Re: should vacuum's first heap pass be read-only?

From: Robert Haas <robertmhaas(at)gmail(dot)com>
To: Peter Geoghegan <pg(at)bowt(dot)ie>
Cc: PostgreSQL Hackers <pgsql-hackers(at)lists(dot)postgresql(dot)org>
Subject: Re: should vacuum's first heap pass be read-only?
Date: 2022-02-04 20:18:17
Message-ID: CA+TgmobvjQvncsunHafiqV1ix_Ej4Uui52zcdfjSQaM48OvuyA@mail.gmail.com
Views: Raw Message | Whole Thread | Download mbox | Resend email
Thread:
Lists: pgsql-hackers

On Fri, Feb 4, 2022 at 2:16 PM Peter Geoghegan <pg(at)bowt(dot)ie> wrote:
> On Thu, Feb 3, 2022 at 12:20 PM Robert Haas <robertmhaas(at)gmail(dot)com> wrote:
> > But maybe we should reconsider. What benefit do we get out of dirtying
> > the page twice like this, writing WAL each time? What if we went back
> > to the idea of having the first heap pass be read-only?
>
> What about recovery conflicts? Index vacuuming WAL records don't
> require their own latestRemovedXid field, since they can rely on
> earlier XLOG_HEAP2_PRUNE records instead. Since the TIDs that index
> vacuuming removes always point to LP_DEAD items in the heap, it's safe
> to lean on that.

Oh, that's an interesting consideration.

> > In fact, I'm
> > thinking we might want to go even further and try to prevent even hint
> > bit changes to the page during the first pass, especially because now
> > we have checksums and wal_log_hints. If our vacuum cost settings are
> > to believed (and I am not sure that they are) dirtying a page is 10
> > times as expensive as reading one from the disk. So on a large table,
> > we're paying 44 vacuum cost units per heap page vacuumed twice, when
> > we could be paying only 24 such cost units. What a bargain!
>
> In practice HOT generally works well enough that the number of heap
> pages that prune significantly exceeds the subset that are also
> vacuumed during the second pass over the heap -- at least when heap
> fill factor has been tuned (which might be rare). The latter category
> of pages is not reported on by the enhanced autovacuum logging added
> to Postgres 14, so you might be able to get some sense of how this
> works by looking at that.

Is there an extra "not" in this sentence? Because otherwise it seems
like you're saying that I should look at the information that isn't
reported, which seems hard.

In any case, I think this might be a death knell for the whole idea.
It might be good to cut down the number of page writes by avoiding
writing them twice -- but not at the expense of having the second pass
have to visit a large number of pages it could otherwise skip. I
suppose we could write only those pages in the first pass that we
aren't going to need to write again later, but at that point I can't
really see that we're winning anything.

> > Could we have our cake and eat it too by updating the FSM with
> > the amount of free space that the page WOULD have if we pruned it, but
> > not actually do so?
>
> Did you ever notice that VACUUM records free space after *it* prunes,
> using its own horizon? With a long running VACUUM operation, where
> unremoved "recently dead" tuples are common, it's possible that the
> amount of free space that's effectively available (available to every
> other backend) is significantly higher. And so we already record
> "subjective amounts of free space" -- though not necessarily by
> design.

Yes, I wondered about that. It seems like maybe a running VACUUM
should periodically refresh its notion of what cutoff to use.

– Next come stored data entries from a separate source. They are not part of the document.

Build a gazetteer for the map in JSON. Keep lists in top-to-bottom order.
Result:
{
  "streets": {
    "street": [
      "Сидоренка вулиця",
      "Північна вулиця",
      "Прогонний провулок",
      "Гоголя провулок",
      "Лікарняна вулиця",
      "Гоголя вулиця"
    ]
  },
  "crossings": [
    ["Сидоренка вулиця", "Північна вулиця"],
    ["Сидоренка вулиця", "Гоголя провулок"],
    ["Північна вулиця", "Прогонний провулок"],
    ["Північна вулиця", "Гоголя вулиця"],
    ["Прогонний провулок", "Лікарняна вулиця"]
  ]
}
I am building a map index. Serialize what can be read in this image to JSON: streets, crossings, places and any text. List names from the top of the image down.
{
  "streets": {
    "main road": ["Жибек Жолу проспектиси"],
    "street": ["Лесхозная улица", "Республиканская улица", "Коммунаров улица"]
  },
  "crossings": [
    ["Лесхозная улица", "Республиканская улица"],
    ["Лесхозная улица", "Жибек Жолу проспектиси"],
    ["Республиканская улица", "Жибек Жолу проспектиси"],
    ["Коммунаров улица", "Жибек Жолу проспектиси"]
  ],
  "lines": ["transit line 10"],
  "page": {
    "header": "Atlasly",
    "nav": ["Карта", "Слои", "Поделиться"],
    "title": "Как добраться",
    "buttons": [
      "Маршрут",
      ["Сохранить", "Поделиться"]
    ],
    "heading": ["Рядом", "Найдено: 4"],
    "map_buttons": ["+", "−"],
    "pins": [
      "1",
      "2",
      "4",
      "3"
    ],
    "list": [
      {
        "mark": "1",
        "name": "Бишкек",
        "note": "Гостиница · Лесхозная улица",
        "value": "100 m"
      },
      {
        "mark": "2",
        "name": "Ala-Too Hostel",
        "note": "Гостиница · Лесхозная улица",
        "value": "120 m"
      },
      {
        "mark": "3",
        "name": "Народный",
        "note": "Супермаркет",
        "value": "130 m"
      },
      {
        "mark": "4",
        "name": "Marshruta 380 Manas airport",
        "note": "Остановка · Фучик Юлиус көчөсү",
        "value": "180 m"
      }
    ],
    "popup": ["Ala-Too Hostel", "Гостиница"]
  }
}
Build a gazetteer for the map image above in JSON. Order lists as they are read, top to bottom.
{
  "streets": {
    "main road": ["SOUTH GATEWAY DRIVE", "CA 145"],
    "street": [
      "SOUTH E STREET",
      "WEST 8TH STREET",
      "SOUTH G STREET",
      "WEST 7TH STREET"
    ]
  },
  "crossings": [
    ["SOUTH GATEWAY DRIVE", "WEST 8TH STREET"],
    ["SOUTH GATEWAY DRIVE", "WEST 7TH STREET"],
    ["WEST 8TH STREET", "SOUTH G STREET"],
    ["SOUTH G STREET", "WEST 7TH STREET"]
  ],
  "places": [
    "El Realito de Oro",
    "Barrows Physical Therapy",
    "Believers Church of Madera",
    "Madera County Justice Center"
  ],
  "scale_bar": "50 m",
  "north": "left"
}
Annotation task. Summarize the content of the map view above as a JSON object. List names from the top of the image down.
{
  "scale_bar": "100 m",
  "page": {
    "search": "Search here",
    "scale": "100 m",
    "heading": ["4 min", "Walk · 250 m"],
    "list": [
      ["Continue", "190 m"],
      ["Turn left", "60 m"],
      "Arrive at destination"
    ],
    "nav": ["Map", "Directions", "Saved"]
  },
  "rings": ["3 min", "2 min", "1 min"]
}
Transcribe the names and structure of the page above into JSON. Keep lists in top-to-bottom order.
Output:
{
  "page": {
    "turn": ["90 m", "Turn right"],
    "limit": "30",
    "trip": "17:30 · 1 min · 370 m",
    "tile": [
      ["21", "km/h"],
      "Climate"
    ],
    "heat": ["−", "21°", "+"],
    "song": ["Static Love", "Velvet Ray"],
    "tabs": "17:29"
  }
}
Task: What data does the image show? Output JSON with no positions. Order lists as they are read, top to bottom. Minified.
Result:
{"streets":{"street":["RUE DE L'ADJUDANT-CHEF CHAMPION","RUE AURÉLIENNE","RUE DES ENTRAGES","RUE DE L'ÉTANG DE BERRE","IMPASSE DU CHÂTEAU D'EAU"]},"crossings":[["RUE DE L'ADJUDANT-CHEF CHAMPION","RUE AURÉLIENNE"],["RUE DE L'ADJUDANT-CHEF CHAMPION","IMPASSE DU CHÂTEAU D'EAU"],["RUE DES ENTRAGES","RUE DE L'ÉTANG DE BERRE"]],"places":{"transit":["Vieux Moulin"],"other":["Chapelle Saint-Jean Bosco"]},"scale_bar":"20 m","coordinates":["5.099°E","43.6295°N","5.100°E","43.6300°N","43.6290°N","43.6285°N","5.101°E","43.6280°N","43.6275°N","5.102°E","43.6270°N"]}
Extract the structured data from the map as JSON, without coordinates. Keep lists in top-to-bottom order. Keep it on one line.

> I'm not sure that what you're proposing here is the best way to go
> about it, but let's assume for a moment that it is. Can't you just
> simulate the conveyor belt approach, without needing a relation fork?
> Just store the same information in memory, accessed using the same
> interface, with a spillover path?

(I'm not sure it's best either.)

I think my concern here is about not having too many different code
paths from heap vacuuming. I agree that if we're going to vacuum
without an on-disk conveyor belt we can use an in-memory substitute.
However, to Greg's point, if we're using the conveyor belt, it seems
like we want to merge the second pass of one VACUUM into the first
pass of the next one. That is, if we start up a heap vacuum already
having a list of TIDs that can be marked unused, we want to do that
during the same pass of the heap that we prune and search for
newly-discovered dead TIDs. But we can't do that in the case where the
conveyor belt is only simulated, because our in-memory data structure
can't contain leftovers from a previous vacuum the way the on-disk
conveyor belt can. So it seems like the whole algorithm has to be
different. I'd like to find a way to avoid that.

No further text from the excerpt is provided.